中和滴定に用いる実験器具の使い方について詳しく教えてください。
進研ゼミからの回答
こんにちは。いただいた質問について回答します。
【質問内容】
中和滴定に用いる実験器具の使い方について,いまひとつ知識が曖昧なので,詳しく教えてください。
という質問ですね。
【質問への回答】
中和滴定では,上に示したような独特な器具を用いて実験します。
まず,それぞれの器具の名称を正しく覚えましょう。
さて,この実験では,濃度がわかっている酸(または塩基)を用いて,濃度がわからない塩基(または酸)の濃度を求めることを,できるだけ正確に行うことが要求されます。
そこで,より正確に行うために,次のように実験操作します。
1.あらかじめ正確に濃度を求めてある酸(または塩基)を,ビュレットに入れます。

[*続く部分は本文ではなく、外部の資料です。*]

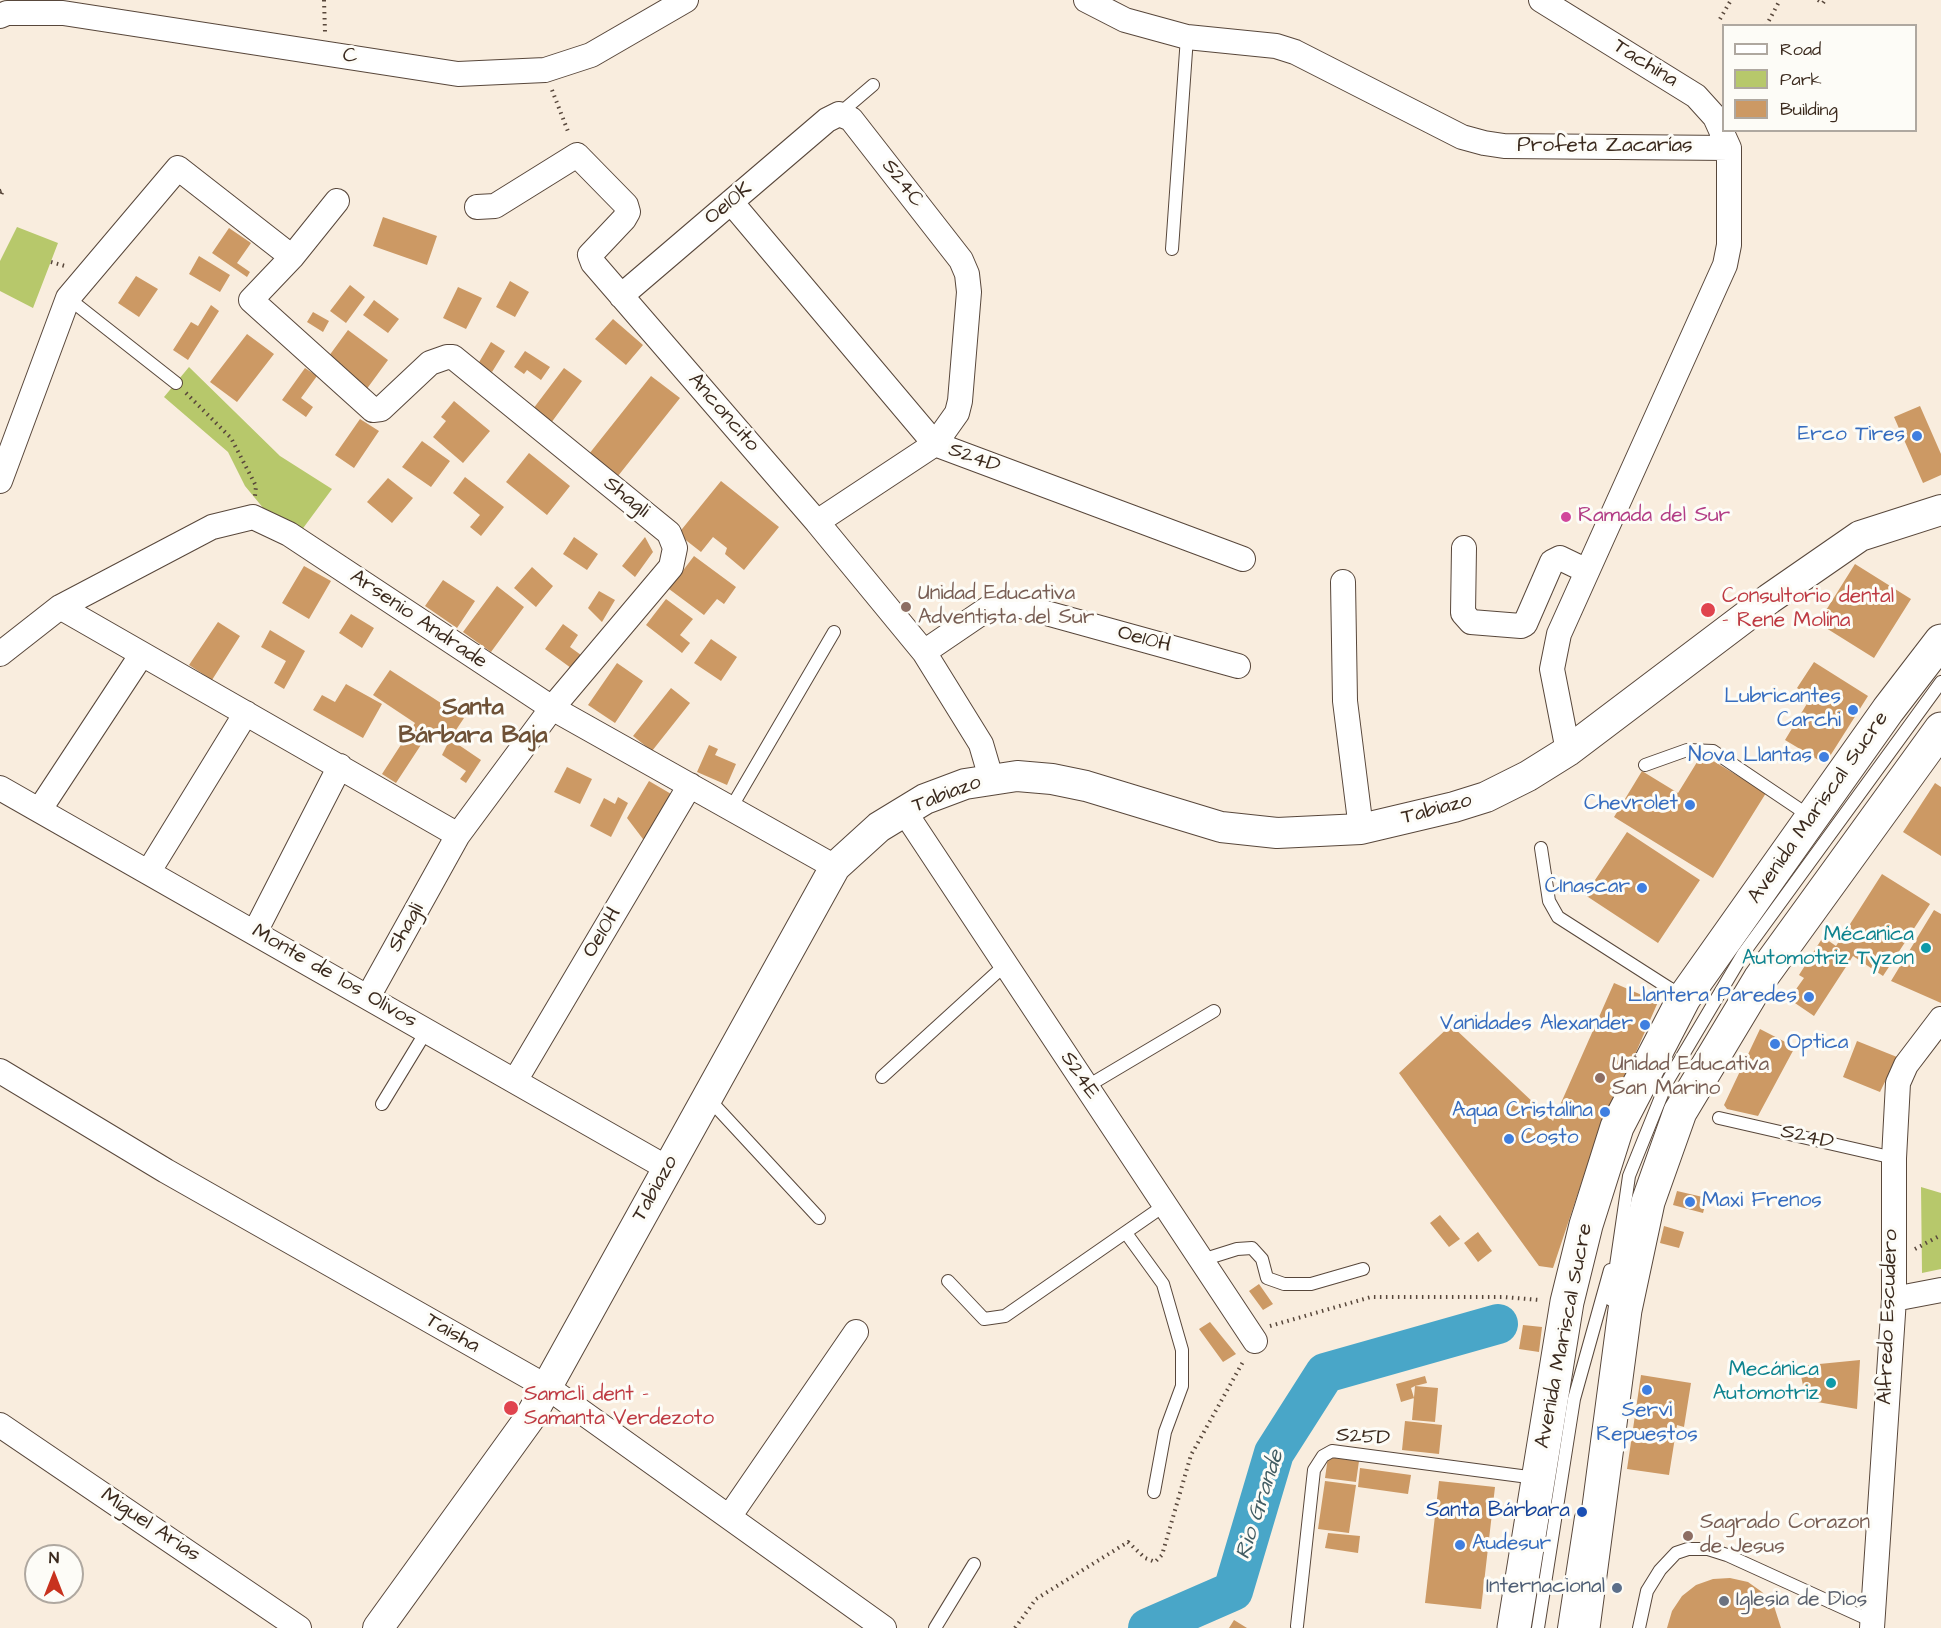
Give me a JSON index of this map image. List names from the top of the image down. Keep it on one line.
{"streets":{"main road":["Avenida Mariscal Sucre"],"street":["C","Tachina","Profeta Zacarías","S24C","Oe10K","Anconcito","S24D","Shagli","Arsenio Andrade","Oe10H","Tabiazo","Monte de los Olivos","S24E","Alfredo Escudero","Taisha","Miguel Arias"],"lane":["S25D"]},"crossings":[["Tachina","Profeta Zacarías"],["S24C","Oe10K"],["S24C","S24D"],["Oe10K","Anconcito"],["Oe10K","S24D"],["Anconcito","Oe10H"],["Anconcito","Tabiazo"],["S24D","Alfredo Escudero"],["Shagli","Arsenio Andrade"],["Shagli","Monte de los Olivos"],["Arsenio Andrade","Oe10H"],["Arsenio Andrade","Tabiazo"],["Oe10H","Monte de los Olivos"],["Tabiazo","Monte de los Olivos"],["Tabiazo","S24E"],["Tabiazo","Taisha"],["Avenida Mariscal Sucre","S25D"]],"districts":["Santa Bárbara Baja"],"water":["Rio Grande"],"places":["Erco Tires","Ramada del Sur","Unidad Educativa Adventista del Sur","Consultorio dental - Rene Molina","Lubricantes Carchi","Nova Llantas","Chevrolet","CInascar","Mécanica Automotriz Tyzon","Llantera Paredes","Vanidades Alexander","Optica","Unidad Educativa San Marino","Aqua Cristalina","Costo","Maxi Frenos","Mecánica Automotriz","Servi Repuestos","Samcli dent - Samanta Verdezoto","Santa Bárbara","Sagrado Corazon de Jesus","Audesur","Internacional","Iglesia de Dios"],"legend":["Road","Park","Building"],"north":"top"}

このとき,ビュレットの中が汚れていては実験が不正確になるので,実験に用いる溶液で内部を洗っておきます。
純水で内部を洗うと,仮に少量でも純水が内部に残っていたら,実験に用いる溶液が薄まってしまい濃度が不正確になってしまうので,絶対に行いません。
2.濃度不明の酸(または塩基)は,ホールピペットを用いて体積を正確にはかり,コニカルビーカーに入れます。そこに含まれている濃度不明の酸(または塩基)の物質量をx〔mol〕とすると,そのホールピペットを用いて体積を正確にはかった体積中には,いつもx〔mol〕存在することになります。

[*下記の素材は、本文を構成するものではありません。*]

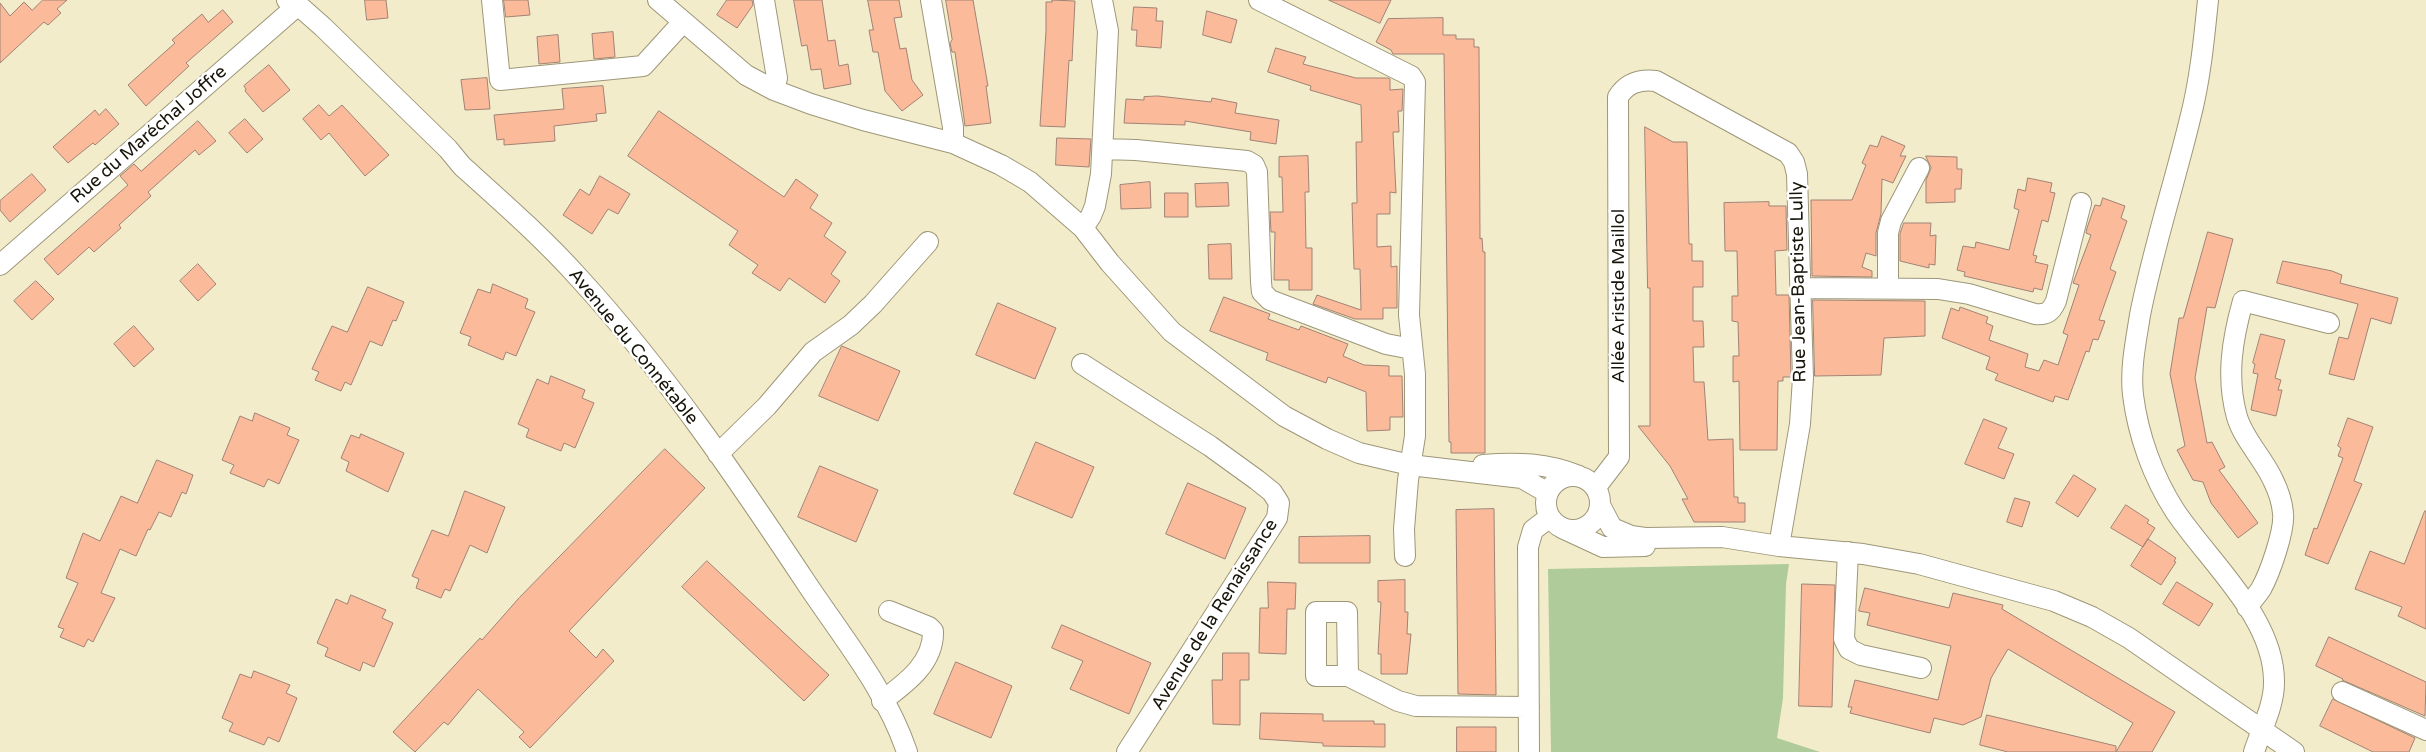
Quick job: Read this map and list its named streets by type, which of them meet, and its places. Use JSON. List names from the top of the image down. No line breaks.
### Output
{"streets":{"street":["Rue du Maréchal Joffre","Rue Jean-Baptiste Lully","Allée Aristide Maillol","Avenue du Connétable","Avenue de la Renaissance"]},"crossings":[["Rue du Maréchal Joffre","Avenue du Connétable"],["Rue Jean-Baptiste Lully","Allée Aristide Maillol"]]}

そこに指示薬を少量加えて,中和滴定の実験を始めます。
ホールピペットはあらかじめきれいに洗浄し,内部が乾いているものを使用します。内部が水でぬれていると,はかりとる溶液が薄まってしまうので不正確になります。また,コニカルビーカーは,濃度不明の溶液を入れる前に純水で洗浄しますが,内部が純水でぬれていてもかまいません。コニカルビーカーに決まった量の塩素(ここではx〔mol〕)が入っていればよいのです。薄まっても全部でx〔mol〕入っていればかまいません。
ここがポイントです。
なお,1の操作で,酸(または塩基)の濃度をあらかじめ正確に求めるのに,メスフラスコを使います。例えば,正確に水酸化ナトリウム水溶液をつくるには,正確に質量をはかった水酸化ナトリウムの固体をあらかじめビーカーの中で溶かし,その溶液と洗液をすべてメスフラスコに入れ,そこに純水を加えて標線まで正確に入れます。後から純水を加えますので,メスフラスコは実験前に純水できれいに洗った後容器内がぬれていてもかまいません。
【学習アドバイス】
中和滴定に使用する器具の問題では,その名称だけでなく,使い方,器具がぬれていたときの使用方法などについても聞かれることがあります。

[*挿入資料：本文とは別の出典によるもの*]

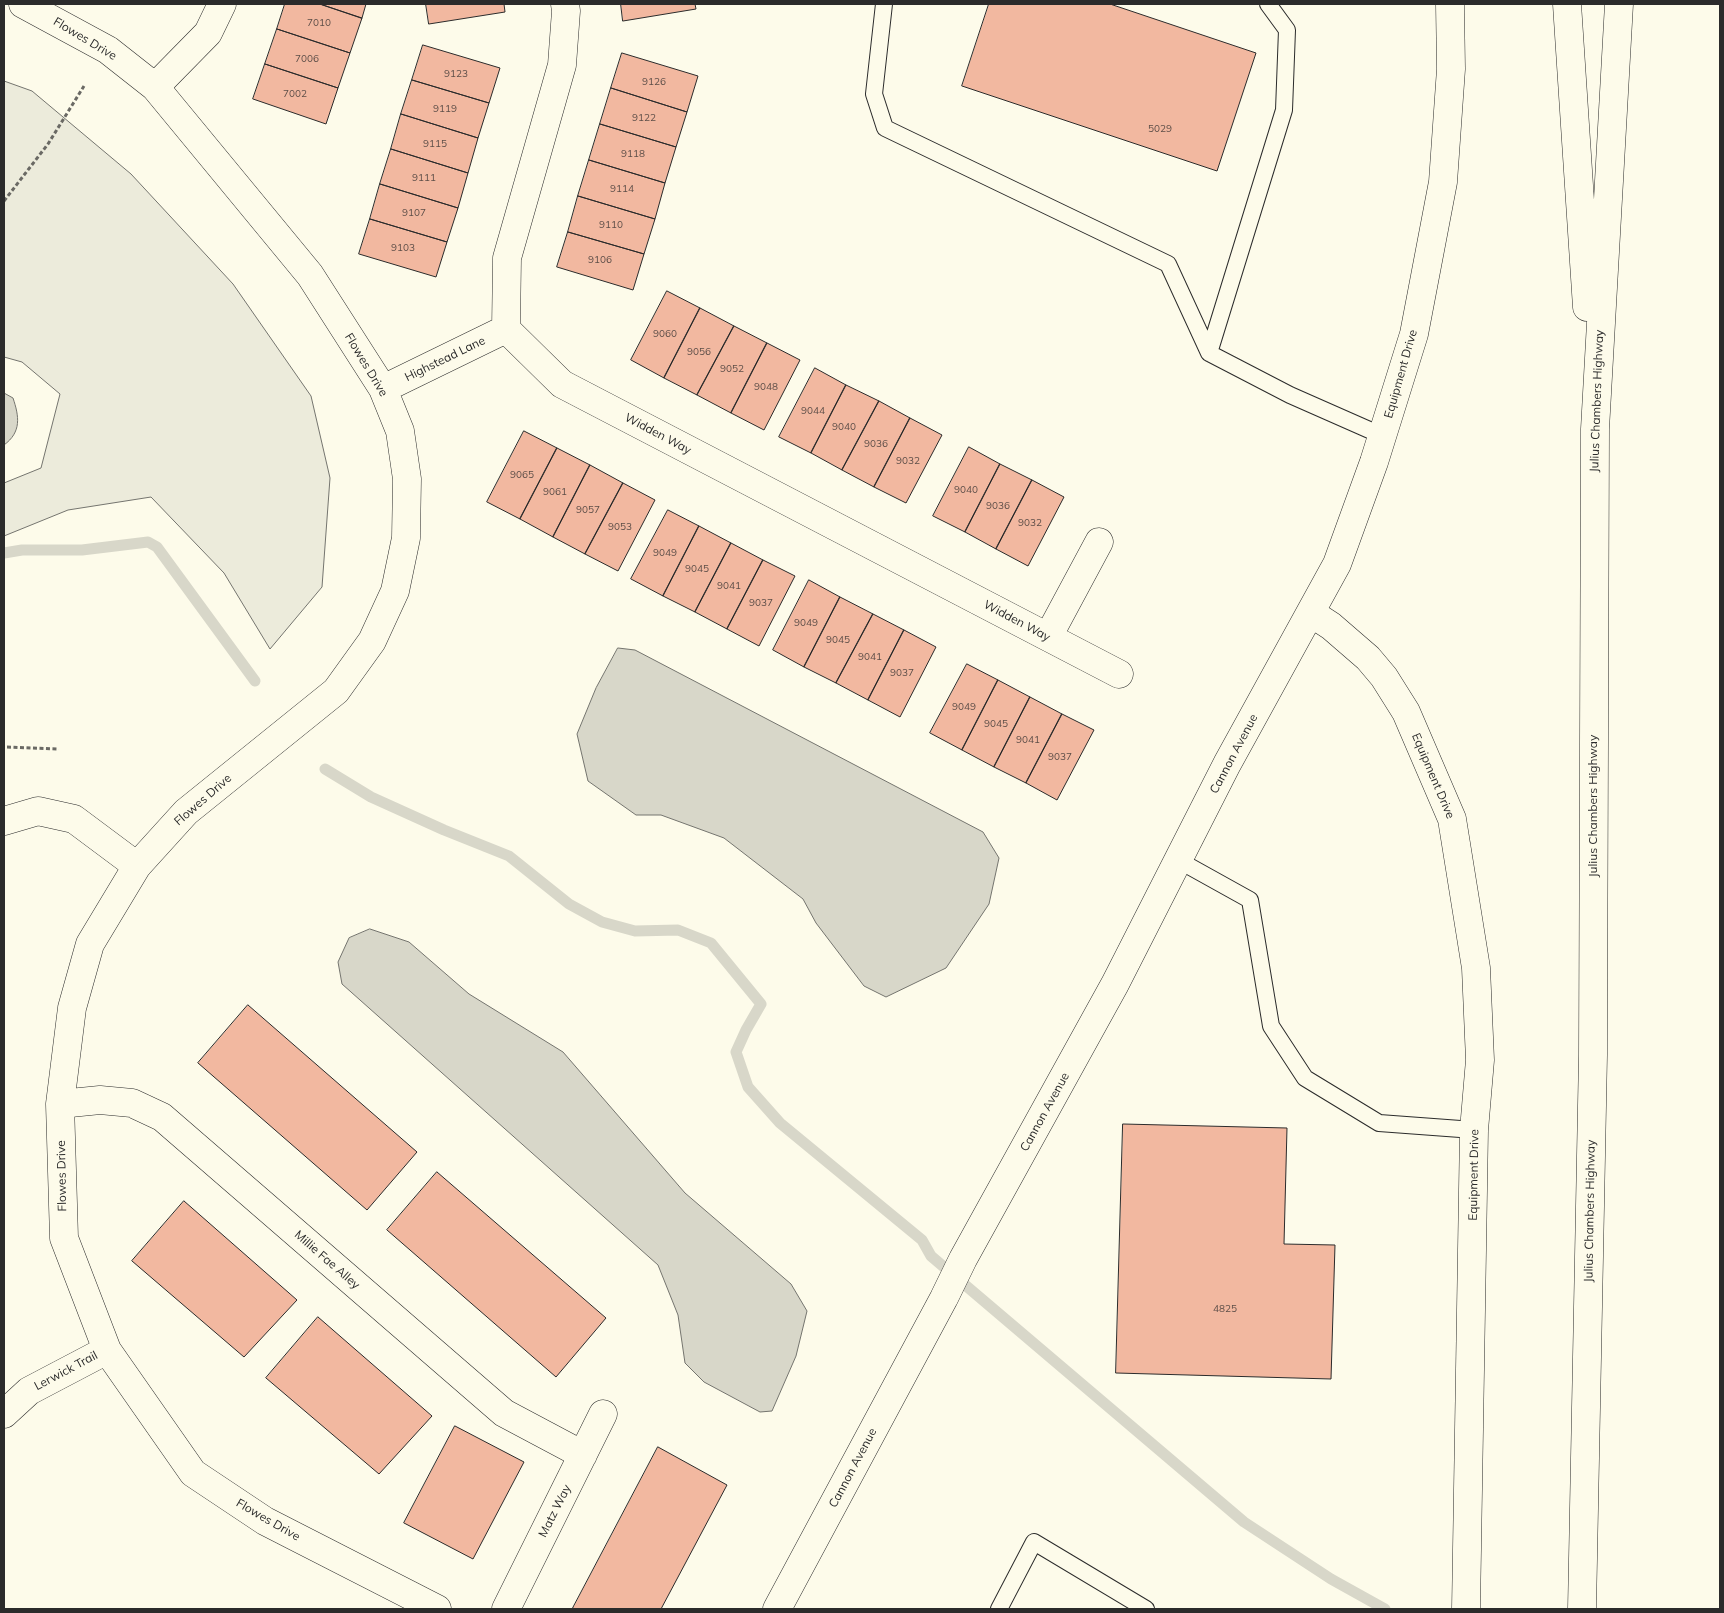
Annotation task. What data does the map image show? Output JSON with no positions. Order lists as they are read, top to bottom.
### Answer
{
  "streets": {
    "main road": [
      "Flowes Drive",
      "Highstead Lane",
      "Equipment Drive",
      "Julius Chambers Highway",
      "Widden Way",
      "Cannon Avenue",
      "Millie Fae Alley",
      "Lerwick Trail",
      "Matz Way"
    ]
  },
  "crossings": [
    ["Flowes Drive", "Highstead Lane"],
    ["Flowes Drive", "Millie Fae Alley"],
    ["Flowes Drive", "Lerwick Trail"],
    ["Highstead Lane", "Widden Way"],
    ["Equipment Drive", "Cannon Avenue"],
    ["Millie Fae Alley", "Matz Way"]
  ],
  "house_numbers": [
    "7010",
    "7006",
    "9123",
    "9126",
    "7002",
    "9119",
    "9122",
    "5029",
    "9115",
    "9118",
    "9111",
    "9114",
    "9107",
    "9110",
    "9103",
    "9106",
    "9060",
    "9056",
    "9052",
    "9048",
    "9044",
    "9040",
    "9036",
    "9032",
    "9065",
    "9040",
    "9061",
    "9036",
    "9057",
    "9032",
    "9053",
    "9049",
    "9045",
    "9041",
    "9037",
    "9049",
    "9045",
    "9041",
    "9037",
    "9049",
    "9045",
    "9041",
    "9037",
    "4825"
  ]
}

実験のそれぞれの段階において,何を正確にはかり取らなければならないのか,どんな操作を行わなければならないのかに注意して,使用する器具を選ぶようにしましょう。また器具がぬれていたときも,その器具を使用するときに入っている物質量が変わってはいけないのか,それとも濃度が変わってはいけないのかに注意するようにしましょう。
それでは回答を終わります。
これからも『進研ゼミ高校講座』の教材を利用して,力をつけていきましょう。